◆ AVAILABLE RECORDS ◆
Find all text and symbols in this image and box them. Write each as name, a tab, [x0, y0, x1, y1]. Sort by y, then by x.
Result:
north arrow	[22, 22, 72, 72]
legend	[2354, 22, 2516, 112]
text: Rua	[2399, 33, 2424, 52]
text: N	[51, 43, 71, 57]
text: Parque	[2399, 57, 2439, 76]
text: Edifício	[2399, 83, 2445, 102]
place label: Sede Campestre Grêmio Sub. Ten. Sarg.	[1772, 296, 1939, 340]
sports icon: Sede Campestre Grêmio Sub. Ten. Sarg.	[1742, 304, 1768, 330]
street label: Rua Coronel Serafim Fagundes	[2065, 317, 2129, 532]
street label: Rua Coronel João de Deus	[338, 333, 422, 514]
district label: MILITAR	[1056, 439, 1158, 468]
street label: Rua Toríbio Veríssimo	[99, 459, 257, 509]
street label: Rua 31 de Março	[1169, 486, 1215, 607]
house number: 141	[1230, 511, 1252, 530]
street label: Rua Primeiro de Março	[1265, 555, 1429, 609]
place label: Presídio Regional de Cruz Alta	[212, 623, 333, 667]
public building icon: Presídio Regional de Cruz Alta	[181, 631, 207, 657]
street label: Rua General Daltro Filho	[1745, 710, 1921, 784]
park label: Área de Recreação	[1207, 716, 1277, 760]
...
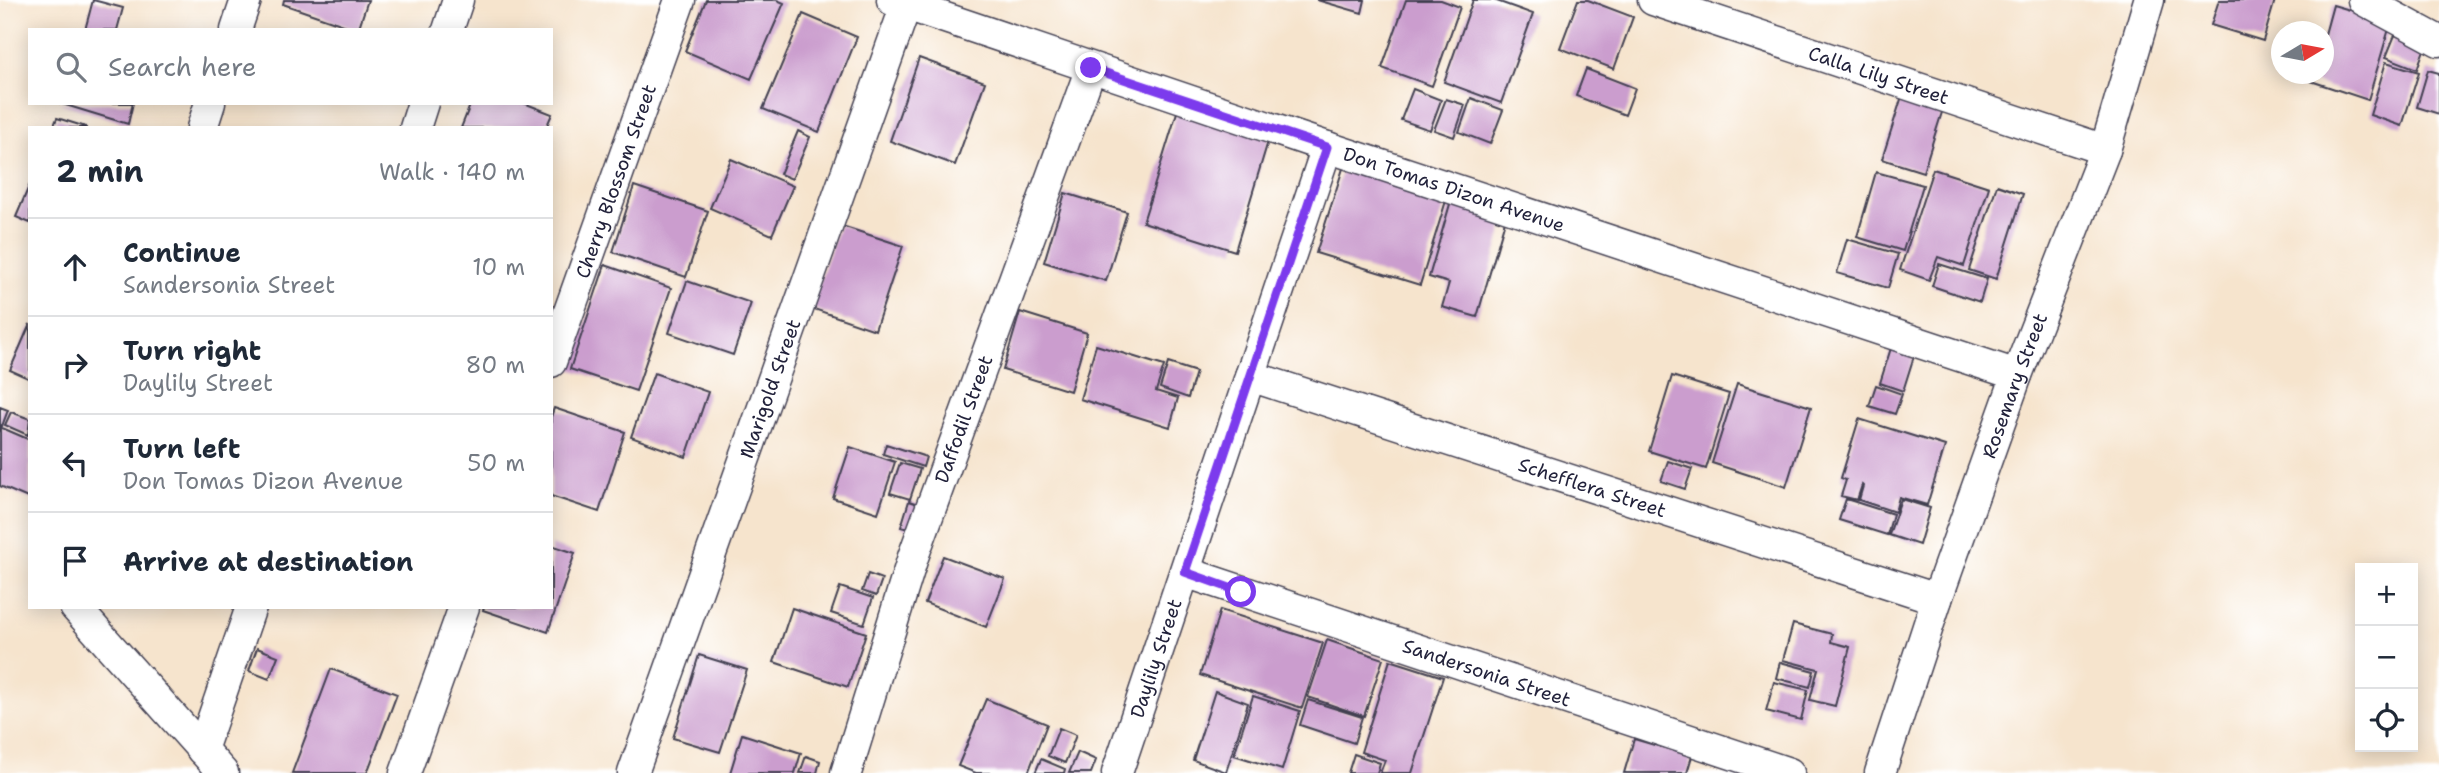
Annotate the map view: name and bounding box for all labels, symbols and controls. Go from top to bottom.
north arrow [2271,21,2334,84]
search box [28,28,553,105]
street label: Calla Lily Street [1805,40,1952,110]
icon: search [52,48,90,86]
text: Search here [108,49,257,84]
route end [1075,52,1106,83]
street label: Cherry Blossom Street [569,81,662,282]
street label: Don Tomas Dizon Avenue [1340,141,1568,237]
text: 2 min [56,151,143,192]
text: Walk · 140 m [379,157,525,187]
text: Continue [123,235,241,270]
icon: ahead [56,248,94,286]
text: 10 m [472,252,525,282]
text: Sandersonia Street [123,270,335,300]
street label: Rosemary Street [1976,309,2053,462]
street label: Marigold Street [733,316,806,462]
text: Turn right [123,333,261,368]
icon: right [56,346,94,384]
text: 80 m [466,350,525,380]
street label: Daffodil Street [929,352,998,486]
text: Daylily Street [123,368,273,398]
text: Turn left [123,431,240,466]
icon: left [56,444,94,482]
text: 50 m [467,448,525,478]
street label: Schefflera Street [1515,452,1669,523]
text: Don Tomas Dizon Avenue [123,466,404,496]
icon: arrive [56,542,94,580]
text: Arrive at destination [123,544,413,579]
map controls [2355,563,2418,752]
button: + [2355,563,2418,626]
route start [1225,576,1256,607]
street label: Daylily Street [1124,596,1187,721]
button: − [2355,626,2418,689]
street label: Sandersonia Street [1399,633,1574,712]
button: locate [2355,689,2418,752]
==
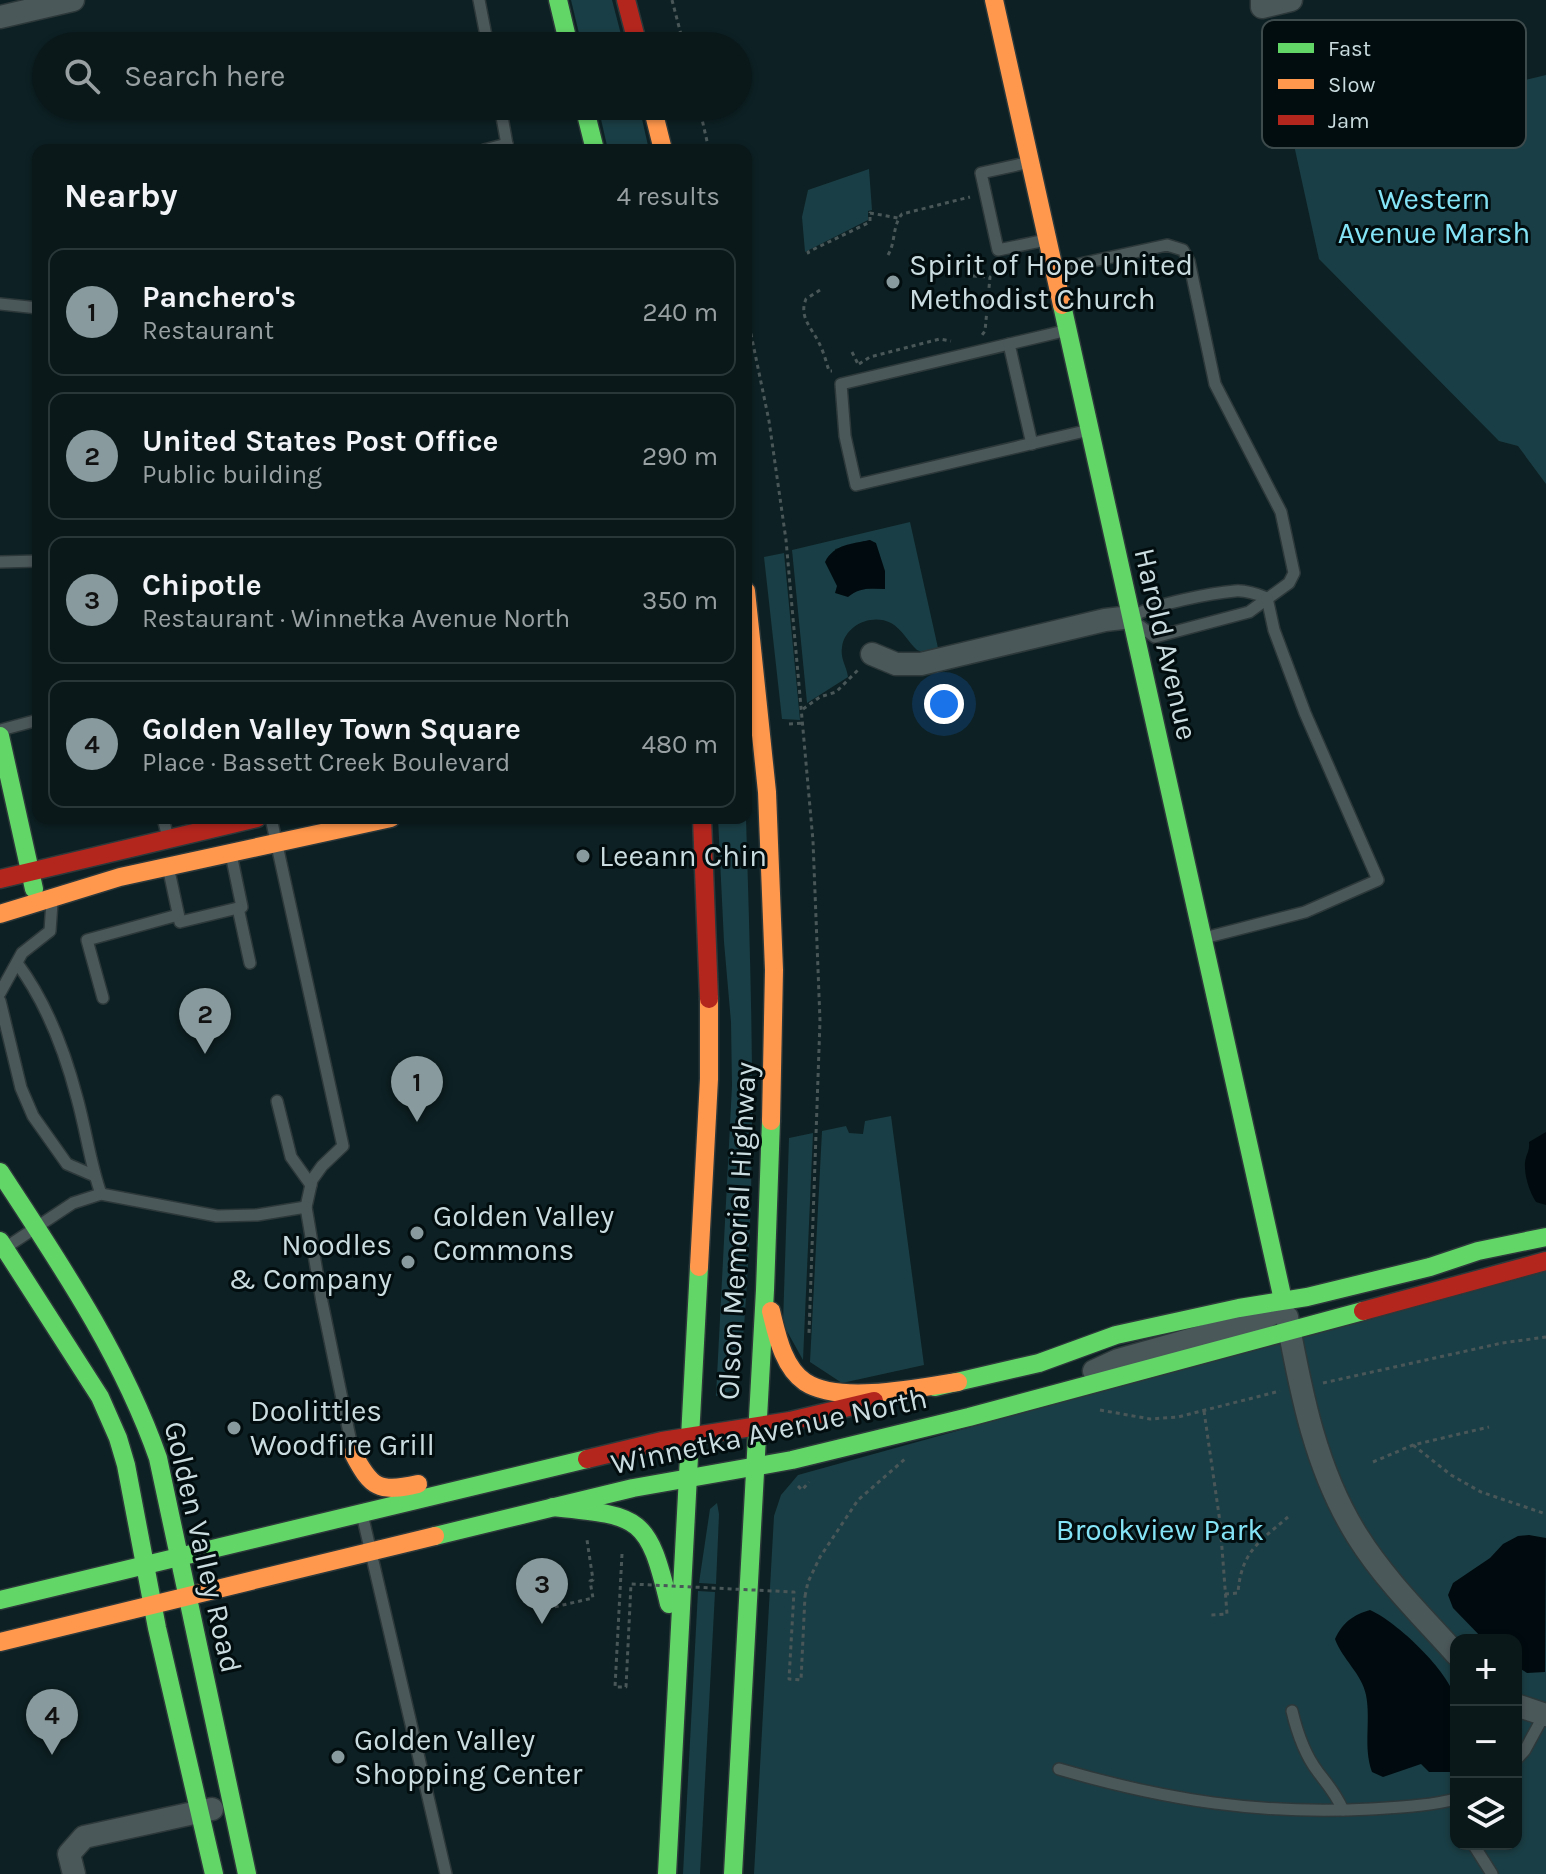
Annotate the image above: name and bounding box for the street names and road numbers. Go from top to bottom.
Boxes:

◆ TO DO ◆
What lines in the entries above include the string "image"? Return each one.

◆ RESULT FOR THIS EXERCISE ◆
Find all text and symbols in this image and box them. Write each as name, a tab, [x0, y0, x1, y1]. Sort by y, then by x.
Annotate the image above: name and bounding box for the street names and road numbers. Go from top to bottom.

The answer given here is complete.